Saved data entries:
------------------------------

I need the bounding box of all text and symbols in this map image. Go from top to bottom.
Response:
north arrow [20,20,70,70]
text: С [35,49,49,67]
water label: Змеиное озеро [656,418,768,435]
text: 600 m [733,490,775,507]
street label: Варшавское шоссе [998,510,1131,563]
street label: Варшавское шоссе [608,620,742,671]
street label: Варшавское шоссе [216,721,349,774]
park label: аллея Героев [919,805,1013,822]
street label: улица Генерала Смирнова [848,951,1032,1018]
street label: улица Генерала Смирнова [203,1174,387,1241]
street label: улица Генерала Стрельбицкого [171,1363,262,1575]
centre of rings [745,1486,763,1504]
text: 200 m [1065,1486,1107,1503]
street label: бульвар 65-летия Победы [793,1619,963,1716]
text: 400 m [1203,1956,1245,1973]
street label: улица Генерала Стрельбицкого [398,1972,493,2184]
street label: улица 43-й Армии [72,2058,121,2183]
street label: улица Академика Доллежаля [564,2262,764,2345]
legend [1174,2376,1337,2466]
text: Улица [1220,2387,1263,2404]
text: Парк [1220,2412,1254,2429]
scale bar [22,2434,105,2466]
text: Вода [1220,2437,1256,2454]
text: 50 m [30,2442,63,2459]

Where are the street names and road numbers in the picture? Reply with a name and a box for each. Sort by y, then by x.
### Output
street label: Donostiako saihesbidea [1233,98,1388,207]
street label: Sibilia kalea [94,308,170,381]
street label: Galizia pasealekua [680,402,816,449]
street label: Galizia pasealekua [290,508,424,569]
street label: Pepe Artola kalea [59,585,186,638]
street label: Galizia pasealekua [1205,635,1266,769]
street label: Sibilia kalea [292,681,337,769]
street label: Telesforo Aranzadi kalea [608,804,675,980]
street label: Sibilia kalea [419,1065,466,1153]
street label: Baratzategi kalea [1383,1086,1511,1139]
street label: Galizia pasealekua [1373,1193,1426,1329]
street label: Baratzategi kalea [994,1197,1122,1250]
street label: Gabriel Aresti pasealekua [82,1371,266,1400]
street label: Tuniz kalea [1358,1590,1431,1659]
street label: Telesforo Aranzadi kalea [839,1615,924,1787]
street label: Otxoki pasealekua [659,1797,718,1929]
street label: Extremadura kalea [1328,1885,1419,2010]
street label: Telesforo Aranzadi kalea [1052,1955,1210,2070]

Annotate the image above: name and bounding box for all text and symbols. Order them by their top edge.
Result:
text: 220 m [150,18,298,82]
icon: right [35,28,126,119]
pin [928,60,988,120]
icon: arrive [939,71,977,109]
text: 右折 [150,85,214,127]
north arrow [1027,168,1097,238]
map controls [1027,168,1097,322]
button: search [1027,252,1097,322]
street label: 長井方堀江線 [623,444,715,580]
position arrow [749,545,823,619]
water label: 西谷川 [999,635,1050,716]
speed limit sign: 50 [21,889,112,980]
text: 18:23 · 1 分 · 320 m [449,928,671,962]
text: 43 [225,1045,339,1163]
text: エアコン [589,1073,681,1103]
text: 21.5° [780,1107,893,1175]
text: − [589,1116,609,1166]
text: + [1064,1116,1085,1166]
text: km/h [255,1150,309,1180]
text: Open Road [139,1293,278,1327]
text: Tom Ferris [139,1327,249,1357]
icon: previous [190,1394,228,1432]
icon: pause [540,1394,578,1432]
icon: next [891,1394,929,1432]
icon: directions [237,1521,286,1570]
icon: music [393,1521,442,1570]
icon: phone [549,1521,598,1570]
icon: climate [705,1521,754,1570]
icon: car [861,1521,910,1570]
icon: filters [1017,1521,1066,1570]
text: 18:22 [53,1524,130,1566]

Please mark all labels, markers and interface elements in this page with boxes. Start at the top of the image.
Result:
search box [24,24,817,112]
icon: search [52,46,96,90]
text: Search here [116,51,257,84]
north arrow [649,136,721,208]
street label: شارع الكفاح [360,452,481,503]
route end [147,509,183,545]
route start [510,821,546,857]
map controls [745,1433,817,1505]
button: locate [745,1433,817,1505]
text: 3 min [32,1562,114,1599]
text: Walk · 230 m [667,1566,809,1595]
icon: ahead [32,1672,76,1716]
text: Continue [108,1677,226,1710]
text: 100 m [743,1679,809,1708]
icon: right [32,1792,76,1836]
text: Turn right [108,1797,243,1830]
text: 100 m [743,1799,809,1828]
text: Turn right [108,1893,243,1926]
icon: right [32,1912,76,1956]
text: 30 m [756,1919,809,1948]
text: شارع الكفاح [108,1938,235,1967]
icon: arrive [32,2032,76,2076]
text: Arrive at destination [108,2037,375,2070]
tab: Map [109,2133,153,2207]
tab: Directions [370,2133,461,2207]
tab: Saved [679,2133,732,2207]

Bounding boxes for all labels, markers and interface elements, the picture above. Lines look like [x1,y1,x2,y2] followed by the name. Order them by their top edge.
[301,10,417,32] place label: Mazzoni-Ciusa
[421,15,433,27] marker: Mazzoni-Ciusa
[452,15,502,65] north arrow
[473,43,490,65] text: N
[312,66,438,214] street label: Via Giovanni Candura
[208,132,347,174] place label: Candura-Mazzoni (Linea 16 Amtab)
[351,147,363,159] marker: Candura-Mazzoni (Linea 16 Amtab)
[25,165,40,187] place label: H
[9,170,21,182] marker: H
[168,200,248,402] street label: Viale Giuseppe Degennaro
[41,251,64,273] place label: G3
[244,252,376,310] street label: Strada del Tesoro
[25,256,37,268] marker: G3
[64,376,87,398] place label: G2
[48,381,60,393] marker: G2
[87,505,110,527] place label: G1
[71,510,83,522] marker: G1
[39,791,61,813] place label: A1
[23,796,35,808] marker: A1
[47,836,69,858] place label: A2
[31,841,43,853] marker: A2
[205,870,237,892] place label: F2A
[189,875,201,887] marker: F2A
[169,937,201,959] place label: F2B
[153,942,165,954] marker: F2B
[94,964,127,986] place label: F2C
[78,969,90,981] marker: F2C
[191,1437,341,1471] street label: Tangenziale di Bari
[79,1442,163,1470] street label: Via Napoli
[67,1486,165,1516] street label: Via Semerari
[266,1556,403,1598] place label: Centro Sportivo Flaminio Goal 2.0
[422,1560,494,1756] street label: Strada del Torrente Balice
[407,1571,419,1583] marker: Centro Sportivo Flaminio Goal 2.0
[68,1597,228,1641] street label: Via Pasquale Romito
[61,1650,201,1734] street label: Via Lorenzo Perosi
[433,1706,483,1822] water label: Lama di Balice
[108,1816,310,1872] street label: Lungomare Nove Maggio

------------------------------

(Exercise instructions) Please copy the lines above from the line with "Where are the" up to and including the line with "Annotate the image", exactly as written and with nothing else.

(Written answer)
Where are the street names and road numbers in the picture? Reply with a name and a box for each. Sort by y, then by x.
### Output
street label: Donostiako saihesbidea [1233,98,1388,207]
street label: Sibilia kalea [94,308,170,381]
street label: Galizia pasealekua [680,402,816,449]
street label: Galizia pasealekua [290,508,424,569]
street label: Pepe Artola kalea [59,585,186,638]
street label: Galizia pasealekua [1205,635,1266,769]
street label: Sibilia kalea [292,681,337,769]
street label: Telesforo Aranzadi kalea [608,804,675,980]
street label: Sibilia kalea [419,1065,466,1153]
street label: Baratzategi kalea [1383,1086,1511,1139]
street label: Galizia pasealekua [1373,1193,1426,1329]
street label: Baratzategi kalea [994,1197,1122,1250]
street label: Gabriel Aresti pasealekua [82,1371,266,1400]
street label: Tuniz kalea [1358,1590,1431,1659]
street label: Telesforo Aranzadi kalea [839,1615,924,1787]
street label: Otxoki pasealekua [659,1797,718,1929]
street label: Extremadura kalea [1328,1885,1419,2010]
street label: Telesforo Aranzadi kalea [1052,1955,1210,2070]

Annotate the image above: name and bounding box for all text and symbols. Order them by their top edge.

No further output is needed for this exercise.